▸ **HOW TO COMPLETE THIS TASK**: What is needed is the number of lines below that contain the word "water", with no other output.

====================

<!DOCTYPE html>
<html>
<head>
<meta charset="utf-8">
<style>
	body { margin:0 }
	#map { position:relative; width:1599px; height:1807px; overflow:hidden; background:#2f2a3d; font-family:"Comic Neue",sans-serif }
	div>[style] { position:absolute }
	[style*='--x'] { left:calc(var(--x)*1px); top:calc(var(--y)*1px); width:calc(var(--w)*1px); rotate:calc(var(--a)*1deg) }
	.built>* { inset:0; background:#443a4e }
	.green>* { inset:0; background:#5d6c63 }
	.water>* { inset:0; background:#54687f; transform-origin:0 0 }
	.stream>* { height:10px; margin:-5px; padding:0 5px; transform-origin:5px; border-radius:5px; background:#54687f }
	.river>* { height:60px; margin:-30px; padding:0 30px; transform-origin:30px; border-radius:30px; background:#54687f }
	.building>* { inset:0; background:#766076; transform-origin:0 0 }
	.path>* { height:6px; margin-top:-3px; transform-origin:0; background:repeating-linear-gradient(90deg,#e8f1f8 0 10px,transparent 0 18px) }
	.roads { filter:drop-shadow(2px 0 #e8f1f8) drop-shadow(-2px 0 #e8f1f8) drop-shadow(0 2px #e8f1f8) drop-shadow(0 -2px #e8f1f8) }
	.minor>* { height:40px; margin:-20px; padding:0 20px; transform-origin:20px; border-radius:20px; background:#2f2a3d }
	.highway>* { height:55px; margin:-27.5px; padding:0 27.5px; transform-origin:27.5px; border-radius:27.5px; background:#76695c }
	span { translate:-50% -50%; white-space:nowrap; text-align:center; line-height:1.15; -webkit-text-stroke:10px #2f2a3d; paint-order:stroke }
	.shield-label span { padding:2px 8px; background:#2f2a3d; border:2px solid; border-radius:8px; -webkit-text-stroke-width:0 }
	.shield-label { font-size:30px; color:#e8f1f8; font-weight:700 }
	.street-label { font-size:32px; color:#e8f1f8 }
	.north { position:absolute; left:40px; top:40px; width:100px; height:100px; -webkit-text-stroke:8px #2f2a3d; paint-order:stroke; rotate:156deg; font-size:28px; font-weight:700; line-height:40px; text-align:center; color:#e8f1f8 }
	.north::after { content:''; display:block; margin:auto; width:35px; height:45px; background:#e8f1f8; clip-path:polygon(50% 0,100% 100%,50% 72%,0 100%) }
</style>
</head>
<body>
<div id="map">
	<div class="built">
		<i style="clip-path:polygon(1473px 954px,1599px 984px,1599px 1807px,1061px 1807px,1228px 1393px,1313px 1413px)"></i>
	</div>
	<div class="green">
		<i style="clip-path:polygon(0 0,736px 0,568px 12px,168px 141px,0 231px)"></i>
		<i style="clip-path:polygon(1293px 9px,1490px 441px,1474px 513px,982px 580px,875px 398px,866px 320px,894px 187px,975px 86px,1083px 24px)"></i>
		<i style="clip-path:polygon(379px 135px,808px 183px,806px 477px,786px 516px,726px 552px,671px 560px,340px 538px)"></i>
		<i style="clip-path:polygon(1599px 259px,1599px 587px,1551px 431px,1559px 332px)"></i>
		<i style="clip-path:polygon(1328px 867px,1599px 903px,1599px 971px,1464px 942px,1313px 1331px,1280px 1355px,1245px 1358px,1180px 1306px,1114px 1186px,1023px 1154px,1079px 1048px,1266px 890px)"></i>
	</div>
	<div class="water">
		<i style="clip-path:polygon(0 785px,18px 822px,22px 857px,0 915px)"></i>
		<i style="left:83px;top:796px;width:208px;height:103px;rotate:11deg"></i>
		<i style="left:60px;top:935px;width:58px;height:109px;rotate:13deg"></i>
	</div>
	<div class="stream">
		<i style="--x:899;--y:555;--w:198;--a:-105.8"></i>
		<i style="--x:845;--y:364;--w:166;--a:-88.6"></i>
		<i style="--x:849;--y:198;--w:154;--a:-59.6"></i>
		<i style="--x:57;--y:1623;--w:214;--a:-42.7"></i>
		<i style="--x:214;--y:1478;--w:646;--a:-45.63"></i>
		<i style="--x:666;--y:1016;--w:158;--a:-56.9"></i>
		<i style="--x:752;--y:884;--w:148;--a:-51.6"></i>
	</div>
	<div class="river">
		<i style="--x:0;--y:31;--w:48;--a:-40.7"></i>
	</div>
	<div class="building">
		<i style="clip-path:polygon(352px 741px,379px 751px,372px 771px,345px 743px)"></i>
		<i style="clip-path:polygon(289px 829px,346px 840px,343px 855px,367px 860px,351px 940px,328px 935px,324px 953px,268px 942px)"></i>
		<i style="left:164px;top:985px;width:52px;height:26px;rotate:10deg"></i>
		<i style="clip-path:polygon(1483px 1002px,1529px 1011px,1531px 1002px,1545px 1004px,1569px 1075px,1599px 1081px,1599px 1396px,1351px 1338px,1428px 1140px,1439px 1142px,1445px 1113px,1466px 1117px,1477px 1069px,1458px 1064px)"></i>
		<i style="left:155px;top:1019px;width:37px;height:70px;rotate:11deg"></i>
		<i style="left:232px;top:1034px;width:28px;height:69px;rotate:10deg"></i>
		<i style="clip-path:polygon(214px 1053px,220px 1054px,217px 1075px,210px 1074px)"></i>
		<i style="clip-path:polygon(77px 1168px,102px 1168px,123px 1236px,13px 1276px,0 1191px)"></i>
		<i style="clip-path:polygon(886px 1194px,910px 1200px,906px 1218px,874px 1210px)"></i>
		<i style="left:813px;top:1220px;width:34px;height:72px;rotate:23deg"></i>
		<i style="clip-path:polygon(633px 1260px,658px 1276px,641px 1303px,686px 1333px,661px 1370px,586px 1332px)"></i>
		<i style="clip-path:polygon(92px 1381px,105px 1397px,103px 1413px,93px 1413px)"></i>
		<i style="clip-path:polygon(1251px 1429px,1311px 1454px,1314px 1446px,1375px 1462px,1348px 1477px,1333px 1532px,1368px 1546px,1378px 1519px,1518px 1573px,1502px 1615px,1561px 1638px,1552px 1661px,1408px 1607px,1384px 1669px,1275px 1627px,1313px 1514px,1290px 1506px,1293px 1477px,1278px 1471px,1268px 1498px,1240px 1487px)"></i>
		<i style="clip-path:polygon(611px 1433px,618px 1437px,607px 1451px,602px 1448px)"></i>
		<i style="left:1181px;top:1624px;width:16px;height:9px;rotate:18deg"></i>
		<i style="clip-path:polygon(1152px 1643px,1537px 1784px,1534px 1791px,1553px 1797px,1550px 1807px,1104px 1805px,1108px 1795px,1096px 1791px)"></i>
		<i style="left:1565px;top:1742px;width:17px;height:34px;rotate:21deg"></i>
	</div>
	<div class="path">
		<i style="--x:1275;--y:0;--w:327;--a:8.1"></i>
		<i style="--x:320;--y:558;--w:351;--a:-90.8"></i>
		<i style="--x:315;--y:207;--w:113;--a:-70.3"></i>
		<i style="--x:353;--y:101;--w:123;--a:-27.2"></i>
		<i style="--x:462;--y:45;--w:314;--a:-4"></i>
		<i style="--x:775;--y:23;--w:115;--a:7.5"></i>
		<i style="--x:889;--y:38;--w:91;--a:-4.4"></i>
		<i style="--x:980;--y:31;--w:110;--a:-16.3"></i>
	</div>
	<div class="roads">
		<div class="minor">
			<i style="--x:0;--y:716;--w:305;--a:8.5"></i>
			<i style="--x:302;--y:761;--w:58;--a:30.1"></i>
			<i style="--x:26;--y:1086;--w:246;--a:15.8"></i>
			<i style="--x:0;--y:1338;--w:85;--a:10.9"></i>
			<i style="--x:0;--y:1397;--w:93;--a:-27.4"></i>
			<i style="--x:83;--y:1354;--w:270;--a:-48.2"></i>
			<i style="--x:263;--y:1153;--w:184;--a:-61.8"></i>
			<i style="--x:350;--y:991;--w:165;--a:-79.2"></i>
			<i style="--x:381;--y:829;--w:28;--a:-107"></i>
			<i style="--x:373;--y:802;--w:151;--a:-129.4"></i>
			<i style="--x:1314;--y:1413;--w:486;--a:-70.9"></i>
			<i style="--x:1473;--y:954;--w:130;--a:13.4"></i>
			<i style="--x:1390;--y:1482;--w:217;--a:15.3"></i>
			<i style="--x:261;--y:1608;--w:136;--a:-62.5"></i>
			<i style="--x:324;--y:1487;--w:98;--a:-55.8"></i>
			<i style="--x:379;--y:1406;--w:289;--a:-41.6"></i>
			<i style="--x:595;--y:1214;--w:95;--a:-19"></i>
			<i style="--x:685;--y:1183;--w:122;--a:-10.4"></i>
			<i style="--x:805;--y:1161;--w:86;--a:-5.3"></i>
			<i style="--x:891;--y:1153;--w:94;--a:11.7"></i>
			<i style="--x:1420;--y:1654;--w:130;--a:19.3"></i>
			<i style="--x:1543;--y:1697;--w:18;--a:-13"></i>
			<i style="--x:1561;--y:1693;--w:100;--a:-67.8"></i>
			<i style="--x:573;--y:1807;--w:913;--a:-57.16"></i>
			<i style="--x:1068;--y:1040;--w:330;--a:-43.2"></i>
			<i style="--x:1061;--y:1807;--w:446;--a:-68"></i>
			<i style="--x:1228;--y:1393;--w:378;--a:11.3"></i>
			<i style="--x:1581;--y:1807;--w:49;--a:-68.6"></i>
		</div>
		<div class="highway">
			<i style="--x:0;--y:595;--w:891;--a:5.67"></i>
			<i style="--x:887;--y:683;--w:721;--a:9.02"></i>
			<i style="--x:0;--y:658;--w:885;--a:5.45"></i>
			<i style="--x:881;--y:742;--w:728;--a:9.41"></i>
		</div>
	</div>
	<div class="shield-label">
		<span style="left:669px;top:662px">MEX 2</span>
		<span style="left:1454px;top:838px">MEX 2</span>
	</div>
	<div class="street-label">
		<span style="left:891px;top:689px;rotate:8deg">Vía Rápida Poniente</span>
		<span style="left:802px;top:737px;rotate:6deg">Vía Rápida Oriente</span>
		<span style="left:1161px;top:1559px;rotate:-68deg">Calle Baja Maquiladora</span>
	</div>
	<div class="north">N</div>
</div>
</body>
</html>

====================

▸ **RESULT OF THIS EXERCISE**: 2